Merombak apa yang telah dijanjikan dengan cara yang demikian karena mengharapkan membuat janji dengan yang lebih kuat dan lebih banyak, sehingga tidak memedulikan lagi nilai sopan santun adalah perangai orang jahiliyyah yang tidak mempunyai pokok-pokok kepercayaan, maka tidaklah sepatutnya dia menjadi akhlak Muslim. Sebab itu maka diberikanlah perumpamaan dalam ayat ini dengan halus sekali kecelaan perbuatan demikian, yaitu laksana perempuan bertenun kain. Telah selesai tenunannya lalu dirombaknya kembali, diaraknya barang selembar demi selembar, dan habis terbuanglah tenaganya dengan tidak ada sebab yang lain, hanyalah karena pikirannya yang kacau saja.
Maka tersebutlah dalam satu riwayat bahwasanya seketika Mu'awiyah berkuasa, beliau telah membuat suatu perjanjian dengan Raja Romawi, tidak akan serang-menyerang selama sekian waktu. Maka tatkala telah dekat habis masa perjanjian itu Mu'awiyah membawa ten-taranya ke dekat negeri Raja Romawi tersebut, dengan maksud menyerbu tiba-tiba apabila waktu yang dijangkakan itu habis, dan pihak musuh niscaya diserang sedang tidak bersedia.

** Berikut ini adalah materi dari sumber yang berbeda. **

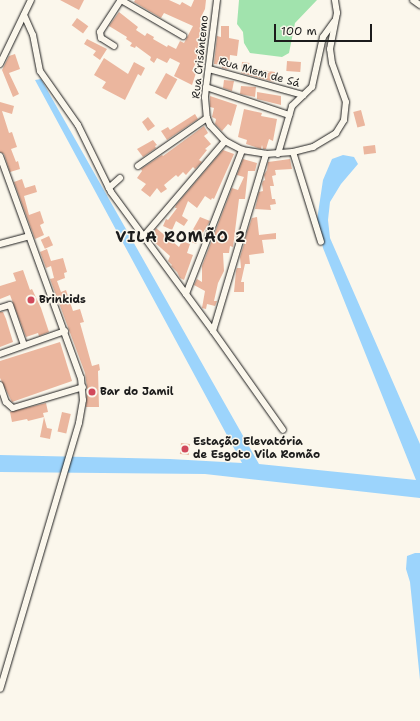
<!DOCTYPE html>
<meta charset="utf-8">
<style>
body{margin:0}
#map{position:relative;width:420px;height:721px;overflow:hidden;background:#fbf7ec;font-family:"Shantell Sans",sans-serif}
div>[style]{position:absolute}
.green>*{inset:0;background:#a1e3ad}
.water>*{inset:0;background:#9cd4fc}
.building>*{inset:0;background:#ebb69e;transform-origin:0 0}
.roads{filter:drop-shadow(0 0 1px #1c1c1c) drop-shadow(0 0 1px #1c1c1c)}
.minor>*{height:6px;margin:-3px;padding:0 3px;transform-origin:3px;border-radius:3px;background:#fbf7ec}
.dots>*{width:11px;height:11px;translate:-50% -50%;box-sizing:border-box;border:2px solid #fbf7ec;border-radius:50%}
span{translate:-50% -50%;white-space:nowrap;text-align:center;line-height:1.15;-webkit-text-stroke:3px #fbf7ec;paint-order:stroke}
.street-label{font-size:11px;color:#1c1c1c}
.poi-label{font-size:11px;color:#1c1c1c;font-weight:700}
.left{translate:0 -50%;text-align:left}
.district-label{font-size:15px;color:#1c1c1c;font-weight:700;letter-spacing:1px}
.scale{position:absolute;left:274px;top:24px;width:98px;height:18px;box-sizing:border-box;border:2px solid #1c1c1c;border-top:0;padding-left:5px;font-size:12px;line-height:14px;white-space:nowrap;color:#1c1c1c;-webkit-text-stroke:3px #fbf7ec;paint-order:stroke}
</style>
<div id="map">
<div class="green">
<div style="clip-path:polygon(239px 0,317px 0,295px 23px,289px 53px,282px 57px,250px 53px,244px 43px,243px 32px,237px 24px)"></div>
</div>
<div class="water">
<div style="clip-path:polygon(41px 79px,259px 464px,416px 480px,323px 248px,317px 220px,323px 180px,332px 159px,343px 155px,354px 157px,358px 164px,341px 184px,330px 202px,328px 220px,330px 238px,420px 444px,420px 498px,205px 474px,0 472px,0 455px,170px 459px,242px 463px,35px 80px)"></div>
<div style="clip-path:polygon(415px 553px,420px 553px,420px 680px,410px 582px,406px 569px,407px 556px)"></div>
</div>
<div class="building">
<div style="clip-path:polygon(60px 0,84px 0,79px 10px)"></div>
<div style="clip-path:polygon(135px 0,169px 0,180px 5px,182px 2px,191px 7px,194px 0,206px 0,205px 9px,200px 19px,204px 21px,204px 32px,202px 31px,197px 42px,204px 45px,192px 71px,196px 73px,192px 85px,174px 76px,180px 63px,170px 58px,167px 63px,157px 58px,154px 63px,150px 60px,151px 57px,136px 46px,135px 48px,130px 46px,132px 43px,126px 39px,127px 37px,109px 26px,119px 12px,138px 27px,136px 30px,145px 36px,147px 33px,154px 37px,153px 39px,167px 47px,168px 45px,176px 49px,180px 41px,184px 43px,193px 26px,164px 13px,161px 18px,134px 2px)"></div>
<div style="left:77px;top:18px;width:14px;height:9px;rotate:36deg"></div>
<div style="clip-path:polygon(221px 26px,229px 26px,229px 38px,239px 40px,237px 56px,230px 55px,229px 69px,222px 68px,222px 65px,214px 64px,217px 36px,221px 37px)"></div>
<div style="clip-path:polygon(87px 39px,107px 49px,100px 60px,93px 55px,96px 51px,84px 44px)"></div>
<div style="clip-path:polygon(15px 54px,20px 69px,9px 73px,19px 94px,13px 97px,2px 70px,9px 56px)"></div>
<div style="clip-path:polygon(104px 58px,128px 74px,134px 62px,145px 68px,141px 76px,138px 74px,125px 100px,102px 88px,106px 82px,94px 75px)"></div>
<div style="left:287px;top:61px;width:14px;height:10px;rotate:4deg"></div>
<div style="clip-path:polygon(242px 62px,250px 63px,249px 68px,275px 72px,274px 82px,241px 73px)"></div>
<div style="left:166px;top:73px;width:13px;height:23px;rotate:29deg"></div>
<div style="clip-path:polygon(224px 80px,234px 81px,232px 91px,223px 88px)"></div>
<div style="clip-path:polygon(241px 86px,256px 87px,255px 97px,240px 94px)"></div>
<div style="clip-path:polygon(257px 92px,281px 96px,281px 105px,257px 99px)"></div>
<div style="clip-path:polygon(210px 96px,237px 105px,231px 126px,228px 124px,222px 131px,215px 124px,216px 119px,212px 117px,214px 108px,210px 107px)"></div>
<div style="clip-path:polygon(0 102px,14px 106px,12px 114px,2px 111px,9px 133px,12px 132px,17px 147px,11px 149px,16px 162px,18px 161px,20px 169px,10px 172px,4px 154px,0 152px)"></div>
<div style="clip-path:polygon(244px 109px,262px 113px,261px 116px,277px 119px,273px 141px,269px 139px,266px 149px,263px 149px,262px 145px,261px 149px,246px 144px,247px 140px,238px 137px)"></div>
<div style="left:361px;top:110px;width:16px;height:8px;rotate:75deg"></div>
<div style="clip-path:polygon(195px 114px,198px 119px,167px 140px,161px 131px,168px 127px,170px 130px)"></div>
<div style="clip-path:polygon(148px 117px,155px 126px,148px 131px,142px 122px)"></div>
<div style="clip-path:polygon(204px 126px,208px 133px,204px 136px,211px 144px,205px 149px,207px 150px,199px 160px,202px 162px,195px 169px,193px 167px,186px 175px,183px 172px,178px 177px,176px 175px,164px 185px,167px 189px,161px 193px,157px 188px,150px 197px,141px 190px,146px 184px,137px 178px,142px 171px,141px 169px,162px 155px,163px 156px)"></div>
<div style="clip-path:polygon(153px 140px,157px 145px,155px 146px,156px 148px,143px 157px,137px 149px)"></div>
<div style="left:375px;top:145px;width:8px;height:12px;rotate:83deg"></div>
<div style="clip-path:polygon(223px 150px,234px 154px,214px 199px,212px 198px,211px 200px,205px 196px,197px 208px,188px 201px,182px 216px,188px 220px,184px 226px,176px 221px,172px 230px,163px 226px,166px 219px,168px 220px,177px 208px,175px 208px,176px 205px)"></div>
<div style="clip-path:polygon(243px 159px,257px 163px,255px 171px,248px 171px,245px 199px,239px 199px,233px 247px,230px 246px,229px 253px,223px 253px,224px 271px,218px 283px,214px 301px,217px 301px,215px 306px,207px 304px,206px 309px,202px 308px,205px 291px,194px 285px,197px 279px,202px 282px,202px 266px,232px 188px,238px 190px,244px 177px,237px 175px)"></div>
<div style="clip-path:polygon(290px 159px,292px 169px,275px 170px,276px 175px,272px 176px,274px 186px,270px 186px,272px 199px,275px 199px,276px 204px,270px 205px,271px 210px,255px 209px,259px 192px,263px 191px,262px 184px,263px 181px,265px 180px,264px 175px,267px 170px,268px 162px)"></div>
<div style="clip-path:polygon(22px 179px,25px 188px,35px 185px,37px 192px,24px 196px,29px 215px,40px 211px,44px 223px,40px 225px,44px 235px,35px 239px,14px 182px)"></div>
<div style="clip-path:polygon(200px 217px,210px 221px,196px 244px,187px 240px)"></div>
<div style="clip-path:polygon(257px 217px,259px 235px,276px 233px,276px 239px,262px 240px,264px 253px,249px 255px,250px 264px,245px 264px,241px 282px,244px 282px,244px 292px,234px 292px,236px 271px,237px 268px,241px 268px,240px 257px,244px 244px,246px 244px,245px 238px,252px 218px)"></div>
<div style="clip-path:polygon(156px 228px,179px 247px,182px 241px,190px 244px,187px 253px,193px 255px,184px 280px,180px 278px,177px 272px,171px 266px,172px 265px,168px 261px,170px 256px,152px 240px,156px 235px,153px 234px)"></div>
<div style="left:49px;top:236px;width:10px;height:9px;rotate:66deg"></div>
<div style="clip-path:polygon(47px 249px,51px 261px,63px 258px,67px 272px,64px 273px,65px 278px,57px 281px,61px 292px,66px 290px,73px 311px,80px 309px,84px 322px,80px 323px,92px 366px,99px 364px,100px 370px,98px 371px,99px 407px,86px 407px,87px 388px,85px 373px,50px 279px,54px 278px,51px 266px,46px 268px,40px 252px)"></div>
<div style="clip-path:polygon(23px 270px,30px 290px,32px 289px,41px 308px,49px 332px,39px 336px,38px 333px,26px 337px,10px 295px,0 299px,0 286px,16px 281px,13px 273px)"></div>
<div style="clip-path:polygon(0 312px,3px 312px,6px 319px,13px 342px,0 347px)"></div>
<div style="clip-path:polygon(60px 342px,72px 381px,12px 402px,0 378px,0 361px)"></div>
<div style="clip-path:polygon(46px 403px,48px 412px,43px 413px,44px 417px,28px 421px,27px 419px,12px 422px,10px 412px)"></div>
<div style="left:62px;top:412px;width:9px;height:20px;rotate:13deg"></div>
<div style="clip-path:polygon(44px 417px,47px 428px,52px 429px,50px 439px,40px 437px)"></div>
<div style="left:181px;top:443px;width:9px;height:11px;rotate:6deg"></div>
</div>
<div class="roads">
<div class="minor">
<div style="left:121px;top:0;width:72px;rotate:30.1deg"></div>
<div style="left:217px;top:0;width:98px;rotate:97.1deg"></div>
<div style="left:205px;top:97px;width:21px;rotate:85deg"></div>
<div style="left:207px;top:118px;width:8px;rotate:67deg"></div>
<div style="left:210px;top:125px;width:22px;rotate:47deg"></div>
<div style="left:225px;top:141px;width:19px;rotate:28deg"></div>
<div style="left:242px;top:150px;width:24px;rotate:9deg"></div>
<div style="left:266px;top:154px;width:27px;rotate:-4deg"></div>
<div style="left:293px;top:152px;width:21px;rotate:-14deg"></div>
<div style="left:313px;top:147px;width:27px;rotate:-31deg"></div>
<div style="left:336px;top:133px;width:15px;rotate:-58deg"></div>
<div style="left:344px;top:120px;width:18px;rotate:-84deg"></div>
<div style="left:346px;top:102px;width:41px;rotate:-109.7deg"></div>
<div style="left:332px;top:63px;width:14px;rotate:-98deg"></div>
<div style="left:330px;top:49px;width:37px;rotate:-79deg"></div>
<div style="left:337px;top:13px;width:13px;rotate:-99deg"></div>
<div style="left:413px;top:0;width:9px;rotate:36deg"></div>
<div style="left:24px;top:15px;width:22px;rotate:66deg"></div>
<div style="left:33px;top:35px;width:37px;rotate:79deg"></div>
<div style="left:40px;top:71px;width:66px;rotate:54.9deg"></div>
<div style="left:78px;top:125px;width:70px;rotate:63.8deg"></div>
<div style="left:114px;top:46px;width:15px;rotate:-148deg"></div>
<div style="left:101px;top:38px;width:6px;rotate:-99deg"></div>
<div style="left:100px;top:32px;width:38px;rotate:-57deg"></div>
<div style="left:0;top:64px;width:71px;rotate:-64.2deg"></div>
<div style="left:209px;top:69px;width:98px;rotate:15.5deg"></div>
<div style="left:206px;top:87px;width:88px;rotate:18.6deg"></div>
<div style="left:293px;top:152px;width:94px;rotate:72.7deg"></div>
<div style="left:278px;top:154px;width:50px;rotate:-73.7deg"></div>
<div style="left:292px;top:106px;width:28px;rotate:-44deg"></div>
<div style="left:312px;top:87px;width:51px;rotate:-77.6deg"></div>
<div style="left:323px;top:37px;width:19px;rotate:-54deg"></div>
<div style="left:0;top:156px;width:236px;rotate:70deg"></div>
<div style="left:81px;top:378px;width:22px;rotate:85deg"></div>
<div style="left:83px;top:400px;width:23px;rotate:100deg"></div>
<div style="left:79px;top:423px;width:277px;rotate:106.5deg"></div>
<div style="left:138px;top:166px;width:84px;rotate:-34.8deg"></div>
<div style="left:120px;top:178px;width:15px;rotate:138deg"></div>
<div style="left:109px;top:188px;width:4px;rotate:63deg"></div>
<div style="left:111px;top:192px;width:172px;rotate:53.7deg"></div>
<div style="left:213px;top:331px;width:121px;rotate:54.7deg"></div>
<div style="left:144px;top:236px;width:125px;rotate:-49.5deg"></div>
<div style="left:0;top:244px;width:30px;rotate:-15deg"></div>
<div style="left:186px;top:294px;width:155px;rotate:-68.7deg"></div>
<div style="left:0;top:308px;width:10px;rotate:-17deg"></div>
<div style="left:10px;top:305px;width:42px;rotate:70.7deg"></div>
<div style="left:213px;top:331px;width:185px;rotate:-73.3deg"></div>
<div style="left:0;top:354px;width:69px;rotate:-19.5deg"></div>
<div style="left:0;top:385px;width:18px;rotate:71deg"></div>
<div style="left:6px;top:402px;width:9px;rotate:41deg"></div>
<div style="left:13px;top:408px;width:73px;rotate:-16.7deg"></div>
</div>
</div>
<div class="dots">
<div style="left:31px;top:300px;background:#d1495b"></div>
<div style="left:92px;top:392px;background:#d1495b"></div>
<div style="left:185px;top:449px;background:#d1495b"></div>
</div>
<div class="street-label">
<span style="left:201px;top:57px;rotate:-84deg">Rua Crisântemo</span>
<span style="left:259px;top:73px;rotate:16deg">Rua Mem de Sá</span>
</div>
<div class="poi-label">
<span class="left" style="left:39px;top:300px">Brinkids</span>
<span class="left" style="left:100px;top:392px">Bar do Jamil</span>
<span class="left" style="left:193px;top:449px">Estação Elevatória<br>de Esgoto Vila Romão</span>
</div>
<div class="district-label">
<span style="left:181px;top:238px">VILA ROMÃO 2</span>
</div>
<div class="scale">100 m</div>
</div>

Mendengar maksud yang demikian, berkatalah Amer bin Anbasah kepada Mu'awiyah, “Allahu Akbar, ya Mu'awiyah! Pegang teguhlah janji yang telah diperbuat, jangan dikhianati. Sebab saya mendengar dari Rasulullah ﷺ,
“Barangsiapa ada di antaranya dengan suatu kaum suatu janji, maka janganlah dia buka sendiri buhul janji itu sebelum habis waktunya."
Mendengar teguran Amer bin Anbasah itu, mundurlah Mu'awiyah dengan tentaranya, dan tidak jadi menyerang secara tiba-tiba ke negeri Romawi sebab yang demikian adalah mungkir janji.